KNKX jazz host Abe Beeson takes a look at four new jazz albums honoring these hard rock and reggae stars.
Dave McMurray: “Grateful Deadication” (Blue Note Records)
The music of the Grateful Dead can be polarizing, drawing intense devotion as well as unimpressive rejection from music lovers of all walks of life. Either you like the dead or you don’t really understand. With his Grateful dedication, Dave McMurray has an album for Deadheads and jazz fans that sounds brand new.
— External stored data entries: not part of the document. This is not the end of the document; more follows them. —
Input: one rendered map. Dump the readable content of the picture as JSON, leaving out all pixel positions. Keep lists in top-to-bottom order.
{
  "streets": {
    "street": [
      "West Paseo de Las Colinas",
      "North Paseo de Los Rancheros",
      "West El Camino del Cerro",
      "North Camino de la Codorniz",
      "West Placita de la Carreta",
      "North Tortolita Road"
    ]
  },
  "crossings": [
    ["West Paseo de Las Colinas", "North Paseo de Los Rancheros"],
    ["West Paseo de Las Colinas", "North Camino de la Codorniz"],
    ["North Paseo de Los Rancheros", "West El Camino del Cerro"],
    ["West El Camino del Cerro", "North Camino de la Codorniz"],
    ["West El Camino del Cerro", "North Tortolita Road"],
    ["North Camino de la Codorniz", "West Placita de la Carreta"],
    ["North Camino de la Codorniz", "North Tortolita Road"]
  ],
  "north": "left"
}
Detroit-born multi-instrumentalist McMurray first toured with blues legend Albert King’s band in the early 1970s, then joined genre group Was (Not Was) when they formed. in 1979. The frontman of this group, Don Was, is now the president of Blue Note Records. Murray’s new album is his second for the label, and it’s another connection with Mr Was as well.
McMurray says his “Grateful Dead Adventure” began when he first performed with the Wolf Brothers, a recent musical project by Grateful Dead guitarist Bob Weir who now includes Don Was on bass.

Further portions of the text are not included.